There are no words I can write to check in on you that feel sufficient right now. “How are you?” as a friend often asks, feels as if I’m borrowing a phrase.

But, that’s all I know to ask.

How are you? 

Once again, the events in our world reminded me of the crucial role leaders play in organizations, communities, and families. Last week, as we learned of the breach of the US Capitol attempting to disrupt the certification of the election, I was on a Zoom call with three colleagues. We were left speechless. And, trust me, four clergywomen on one Zoom call, we’re NEVER at a loss for words. 

What Are You Feeling?

As the day went on, I had to pause and remind myself to experience the emotions I was feeling…and not stop there. The emotions were not positive, healthy, or life-giving. 
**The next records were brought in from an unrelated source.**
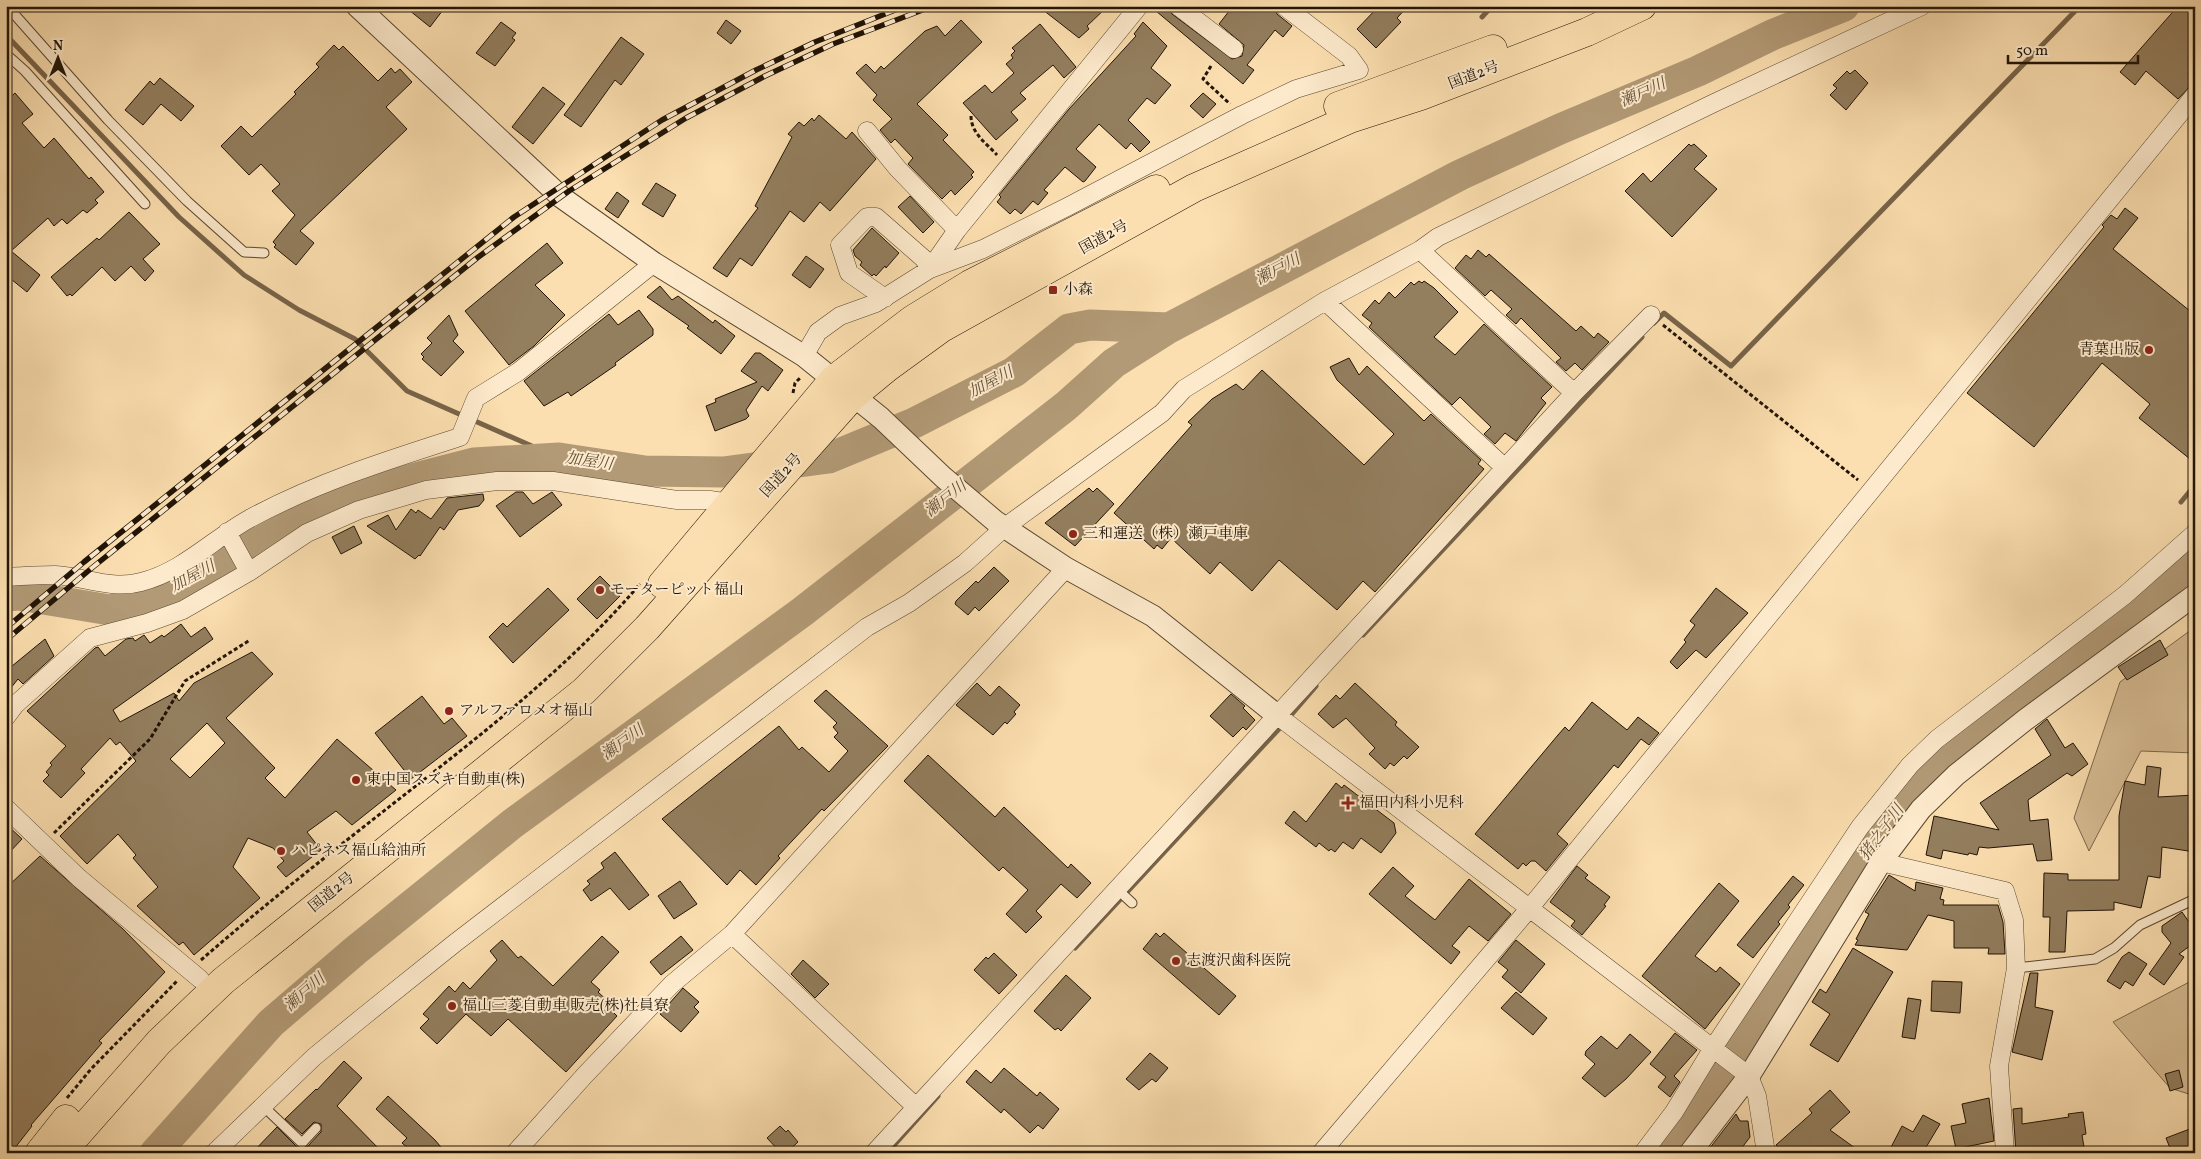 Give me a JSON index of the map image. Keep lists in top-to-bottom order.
{
  "streets": {
    "highway": ["国道2号"]
  },
  "water": ["瀬戸川", "加屋川", "猪之子川"],
  "places": {
    "transit": ["小森"],
    "other": [
      "青葉出版",
      "三和運送（株）瀬戸車庫",
      "モーターピット福山",
      "アルファロメオ福山",
      "東中国スズキ自動車(株)",
      "ハピネス福山給油所",
      "志渡沢歯科医院",
      "福山三菱自動車 販売(株)社員寮"
    ],
    "health": ["福田内科小児科"]
  },
  "scale_bar": "50 m",
  "north": "top"
} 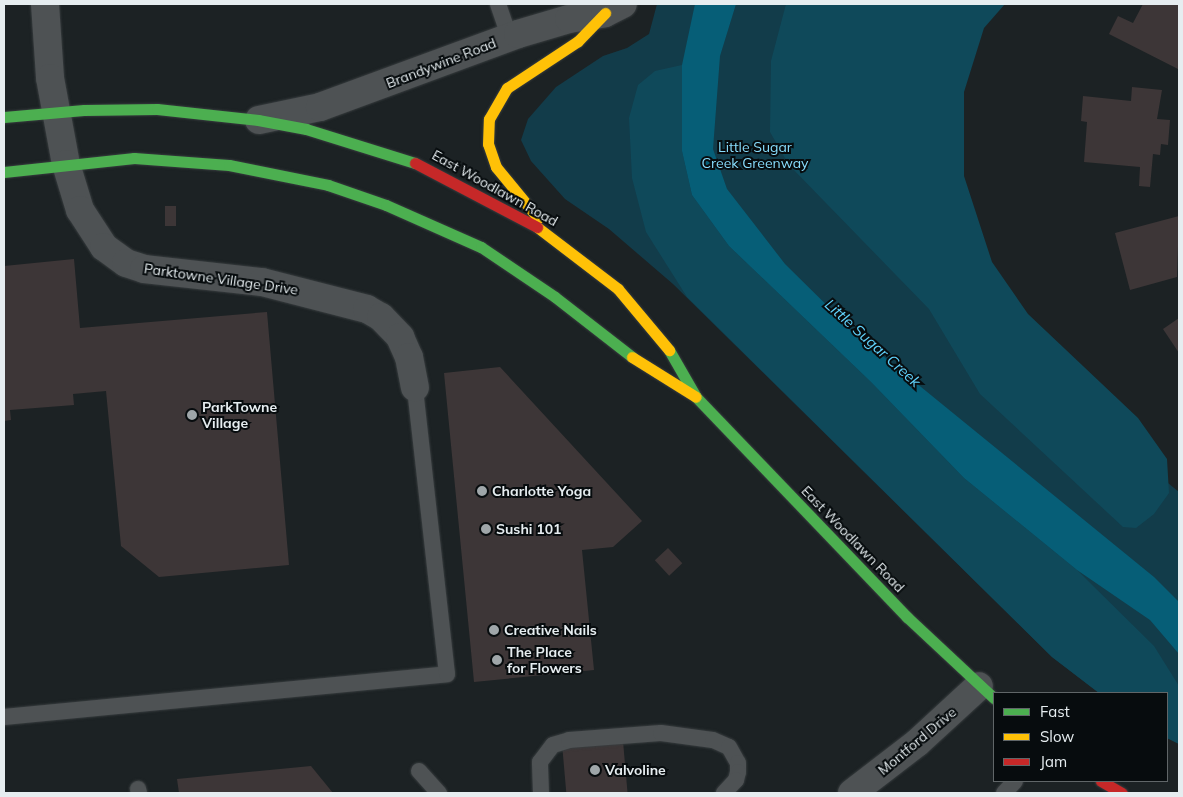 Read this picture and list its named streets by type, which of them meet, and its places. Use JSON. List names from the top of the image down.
{
  "streets": {
    "main road": ["East Woodlawn Road"],
    "street": ["Brandywine Road", "Parktowne Village Drive", "Montford Drive"]
  },
  "crossings": [
    ["Brandywine Road", "East Woodlawn Road"],
    ["East Woodlawn Road", "Parktowne Village Drive"],
    ["East Woodlawn Road", "Montford Drive"]
  ],
  "water": ["Little Sugar Creek"],
  "parks": ["Little Sugar Creek Greenway"],
  "places": [
    "ParkTowne Village",
    "Charlotte Yoga",
    "Sushi 101",
    "Creative Nails",
    "The Place for Flowers",
    "Valvoline"
  ],
  "legend": ["Fast", "Slow", "Jam"]
} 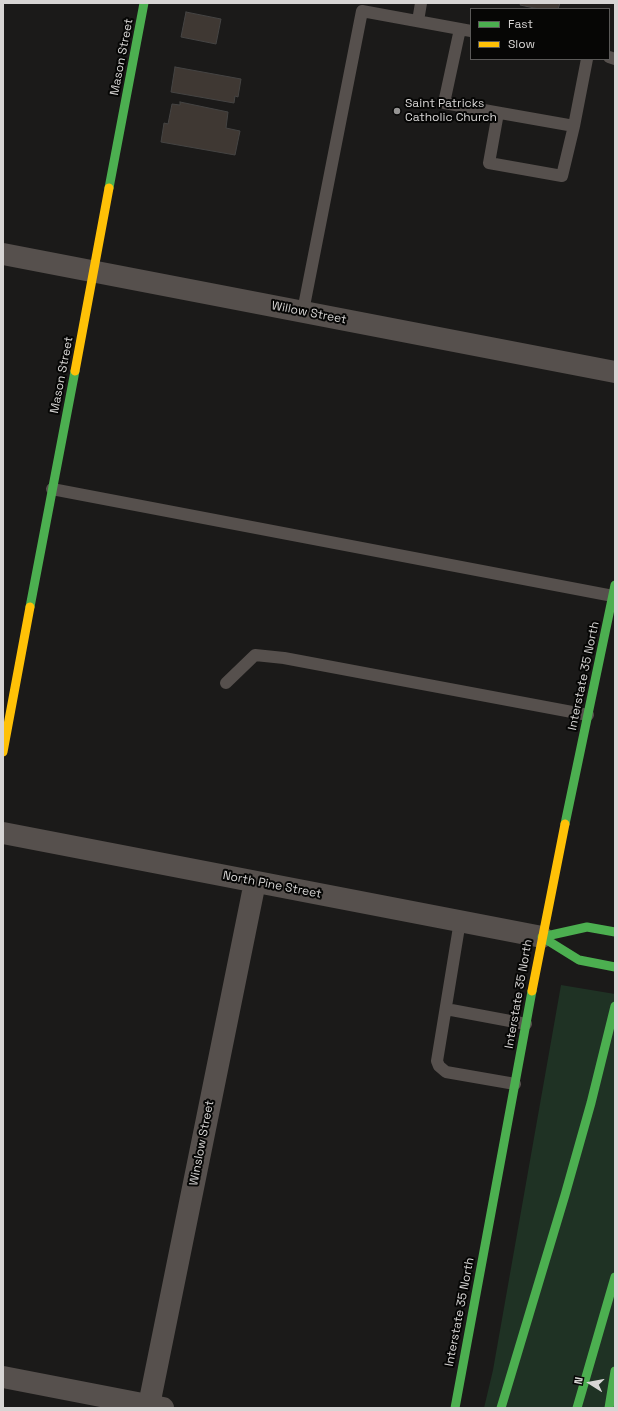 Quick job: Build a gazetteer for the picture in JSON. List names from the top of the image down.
{
  "streets": {
    "main road": ["Mason Street", "Interstate 35 North", "North Pine Street"],
    "street": ["Willow Street", "Winslow Street"]
  },
  "crossings": [
    ["Mason Street", "Willow Street"],
    ["Interstate 35 North", "North Pine Street"],
    ["North Pine Street", "Winslow Street"]
  ],
  "places": ["Saint Patricks Catholic Church"],
  "legend": ["Fast", "Slow"],
  "north": "left"
} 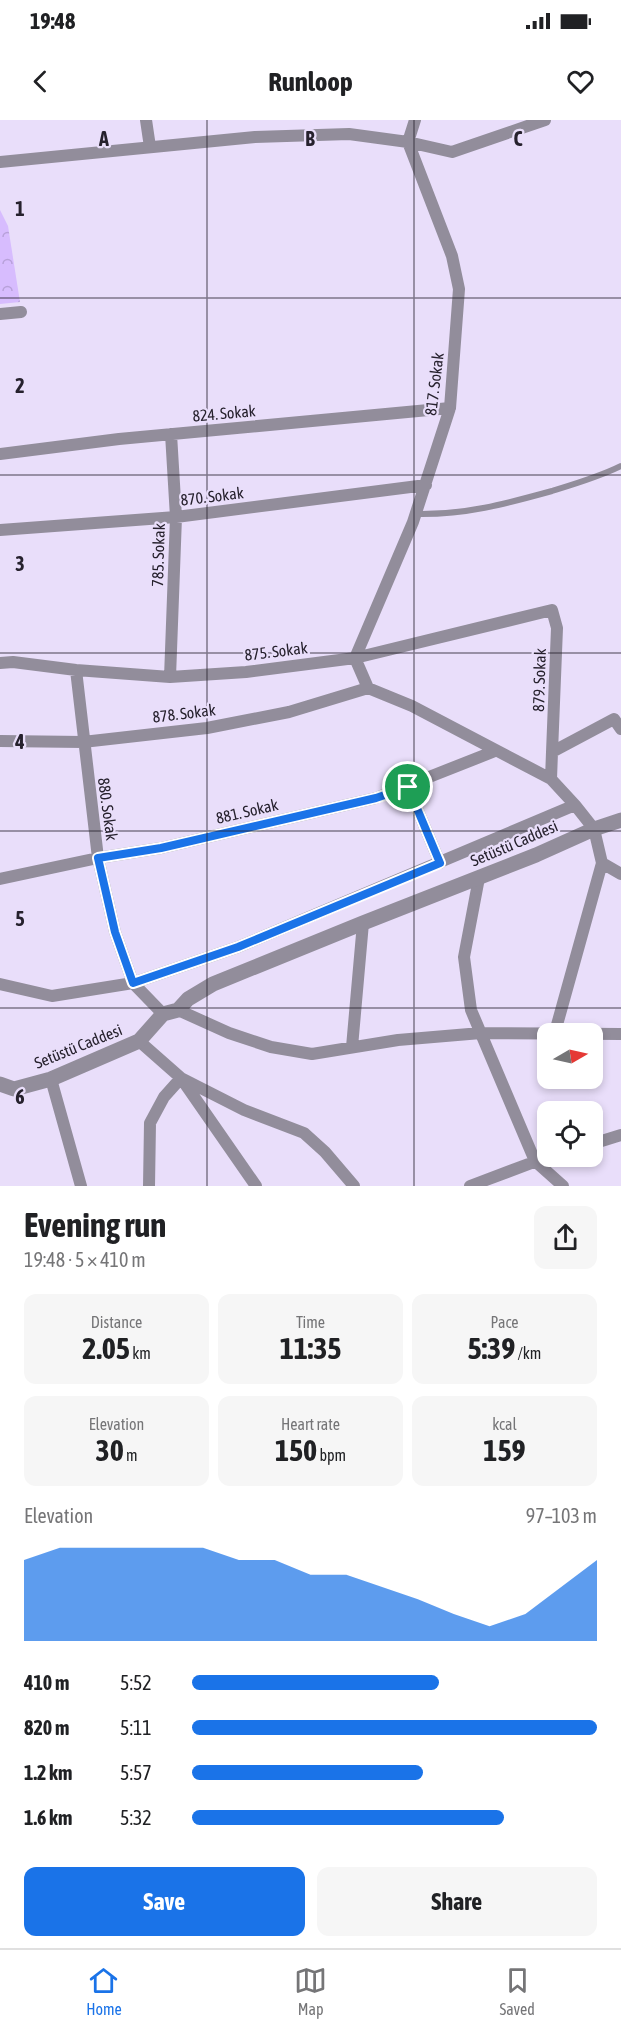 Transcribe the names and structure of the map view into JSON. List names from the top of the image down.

I was feeling exhausted. That’s often what happens when you carry negative emotions.

But, if I’ve learned anything in the past 10 months, it’s this: ignoring the emotions I’m feeling doesn’t make them go away. If only we’d learn that in preschool, right? 

Sometimes, the negative emotions need space to breathe to get to the root of what’s going on in the depths of my soul.

I had a couple conversations with trusted friends and sat down and coached myself with this one question: How do I want to feel? Which led me to ask: What actions (or inaction) will help me get there? 

And now you may be wondering, “Why is Sara sharing this?”

Start with Why

Behind this blog and everything I say and do is my why. But it’s not just my why. My why interacts with the why of the church I am a part of, the organization I am a part of, and the people I relate to on a daily, weekly, or even monthly basis.

And now you might be saying, I feel like I’m having a conversation with a curious toddler because the number of whys are out of control.

Hang with me.

While my why started as “raising up young heroes for Christ to transform the world” over 20 years ago, I’m now trying to find the best words to express this idea: I coach Christ-centered/purpose-driven leaders to cultivate insight and facilitate change in their corner of the world. 

Coaching, cultivating, and leading change are the surface motivations behind my why. But, I know I have more work to do to get to the heart of what’s motivating me.

Why Is Your Why Important?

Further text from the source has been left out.